AIM OF THE EXERCISE: Starting from the top of the entries below and ending with the line containing "position:relative; width:1063px; height:478px;", restate every line word for word, pictures omitted.

EXERCISE INPUTS:
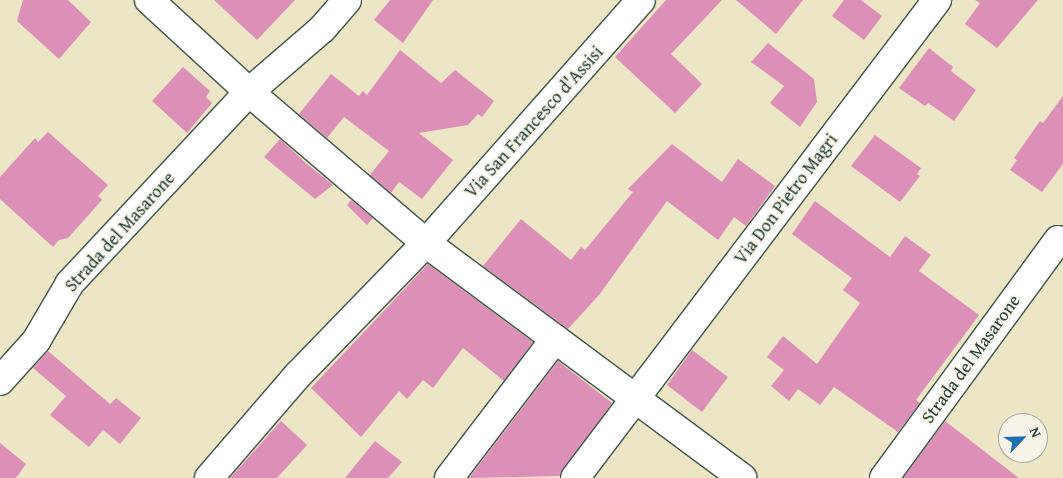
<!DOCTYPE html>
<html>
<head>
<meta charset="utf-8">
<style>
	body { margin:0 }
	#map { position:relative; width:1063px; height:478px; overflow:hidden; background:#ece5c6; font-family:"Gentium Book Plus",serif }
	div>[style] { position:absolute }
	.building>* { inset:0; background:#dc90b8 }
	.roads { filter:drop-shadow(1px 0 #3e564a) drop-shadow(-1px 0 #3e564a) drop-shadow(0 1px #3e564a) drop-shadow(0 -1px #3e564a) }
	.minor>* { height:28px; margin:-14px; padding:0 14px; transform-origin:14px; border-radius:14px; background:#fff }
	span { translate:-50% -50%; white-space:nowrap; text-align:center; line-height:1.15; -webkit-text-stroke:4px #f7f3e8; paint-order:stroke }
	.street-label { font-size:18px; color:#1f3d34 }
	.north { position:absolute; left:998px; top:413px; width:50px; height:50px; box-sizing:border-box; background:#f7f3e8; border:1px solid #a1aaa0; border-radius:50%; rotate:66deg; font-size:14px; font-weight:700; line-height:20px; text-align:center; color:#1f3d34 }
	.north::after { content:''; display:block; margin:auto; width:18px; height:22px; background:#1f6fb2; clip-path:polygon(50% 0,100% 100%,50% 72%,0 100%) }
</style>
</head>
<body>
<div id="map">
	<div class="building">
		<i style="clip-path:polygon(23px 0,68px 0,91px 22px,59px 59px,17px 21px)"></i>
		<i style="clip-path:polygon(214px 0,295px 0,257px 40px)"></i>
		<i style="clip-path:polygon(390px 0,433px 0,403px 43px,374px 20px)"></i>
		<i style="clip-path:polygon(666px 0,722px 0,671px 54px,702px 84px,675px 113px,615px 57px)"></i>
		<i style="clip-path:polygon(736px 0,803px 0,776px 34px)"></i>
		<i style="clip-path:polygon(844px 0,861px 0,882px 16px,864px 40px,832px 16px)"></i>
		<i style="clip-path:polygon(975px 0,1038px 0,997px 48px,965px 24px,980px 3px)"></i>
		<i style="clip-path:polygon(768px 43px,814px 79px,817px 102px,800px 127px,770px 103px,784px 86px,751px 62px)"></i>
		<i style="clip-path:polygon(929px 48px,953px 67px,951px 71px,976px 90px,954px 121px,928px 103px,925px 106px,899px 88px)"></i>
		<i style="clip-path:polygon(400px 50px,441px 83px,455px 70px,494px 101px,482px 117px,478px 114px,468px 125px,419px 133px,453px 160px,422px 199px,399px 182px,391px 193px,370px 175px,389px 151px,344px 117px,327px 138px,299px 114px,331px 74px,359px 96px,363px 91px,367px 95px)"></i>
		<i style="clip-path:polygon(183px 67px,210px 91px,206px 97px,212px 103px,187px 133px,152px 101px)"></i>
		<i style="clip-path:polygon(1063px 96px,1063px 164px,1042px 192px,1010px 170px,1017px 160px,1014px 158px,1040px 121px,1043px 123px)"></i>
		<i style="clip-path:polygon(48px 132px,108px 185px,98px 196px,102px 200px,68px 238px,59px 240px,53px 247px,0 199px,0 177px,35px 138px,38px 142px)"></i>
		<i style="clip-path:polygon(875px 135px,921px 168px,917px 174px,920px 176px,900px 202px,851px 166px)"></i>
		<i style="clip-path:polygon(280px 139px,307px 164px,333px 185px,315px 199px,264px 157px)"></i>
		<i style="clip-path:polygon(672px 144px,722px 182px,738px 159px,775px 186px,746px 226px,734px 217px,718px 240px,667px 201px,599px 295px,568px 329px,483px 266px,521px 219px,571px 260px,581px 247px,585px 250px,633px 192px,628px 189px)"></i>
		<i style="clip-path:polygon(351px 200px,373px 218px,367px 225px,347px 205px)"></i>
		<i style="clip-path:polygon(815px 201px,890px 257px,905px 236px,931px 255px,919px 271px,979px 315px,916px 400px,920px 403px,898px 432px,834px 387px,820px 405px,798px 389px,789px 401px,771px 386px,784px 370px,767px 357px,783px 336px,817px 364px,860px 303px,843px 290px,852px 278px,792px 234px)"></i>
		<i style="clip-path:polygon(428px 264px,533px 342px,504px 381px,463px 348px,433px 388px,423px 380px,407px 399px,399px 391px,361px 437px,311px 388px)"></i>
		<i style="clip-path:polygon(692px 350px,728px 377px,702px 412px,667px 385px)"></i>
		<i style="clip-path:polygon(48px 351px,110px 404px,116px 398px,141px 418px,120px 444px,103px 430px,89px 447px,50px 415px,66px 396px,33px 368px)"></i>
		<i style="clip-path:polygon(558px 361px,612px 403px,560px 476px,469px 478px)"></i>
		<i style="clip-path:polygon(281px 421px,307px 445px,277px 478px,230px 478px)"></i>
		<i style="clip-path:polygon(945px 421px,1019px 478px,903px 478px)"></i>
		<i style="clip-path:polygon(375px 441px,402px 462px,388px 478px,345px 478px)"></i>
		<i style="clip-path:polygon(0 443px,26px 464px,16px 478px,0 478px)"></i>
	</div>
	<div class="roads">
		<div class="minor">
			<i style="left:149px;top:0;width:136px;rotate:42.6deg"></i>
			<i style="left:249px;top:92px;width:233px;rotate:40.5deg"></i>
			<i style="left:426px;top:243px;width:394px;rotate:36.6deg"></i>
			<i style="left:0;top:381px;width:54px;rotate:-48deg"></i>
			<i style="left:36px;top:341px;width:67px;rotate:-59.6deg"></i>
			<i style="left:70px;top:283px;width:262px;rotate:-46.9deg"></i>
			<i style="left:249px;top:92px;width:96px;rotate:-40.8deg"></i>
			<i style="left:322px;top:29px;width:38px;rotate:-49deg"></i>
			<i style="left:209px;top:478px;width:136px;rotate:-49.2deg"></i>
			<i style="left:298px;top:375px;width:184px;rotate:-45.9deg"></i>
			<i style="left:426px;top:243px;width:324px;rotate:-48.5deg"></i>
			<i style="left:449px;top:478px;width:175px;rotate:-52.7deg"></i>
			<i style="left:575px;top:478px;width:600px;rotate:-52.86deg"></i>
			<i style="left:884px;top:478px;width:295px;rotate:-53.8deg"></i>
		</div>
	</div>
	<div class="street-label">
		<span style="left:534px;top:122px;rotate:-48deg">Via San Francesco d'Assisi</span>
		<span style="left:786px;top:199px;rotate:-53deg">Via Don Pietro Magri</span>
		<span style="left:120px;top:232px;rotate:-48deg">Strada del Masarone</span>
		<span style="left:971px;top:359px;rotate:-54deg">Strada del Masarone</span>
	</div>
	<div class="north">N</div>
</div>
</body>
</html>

RESULT OF THIS EXERCISE:
<!DOCTYPE html>
<html>
<head>
<meta charset="utf-8">
<style>
	body { margin:0 }
	#map { position:relative; width:1063px; height:478px; overflow:hidden; background:#ece5c6; font-family:"Gentium Book Plus",serif }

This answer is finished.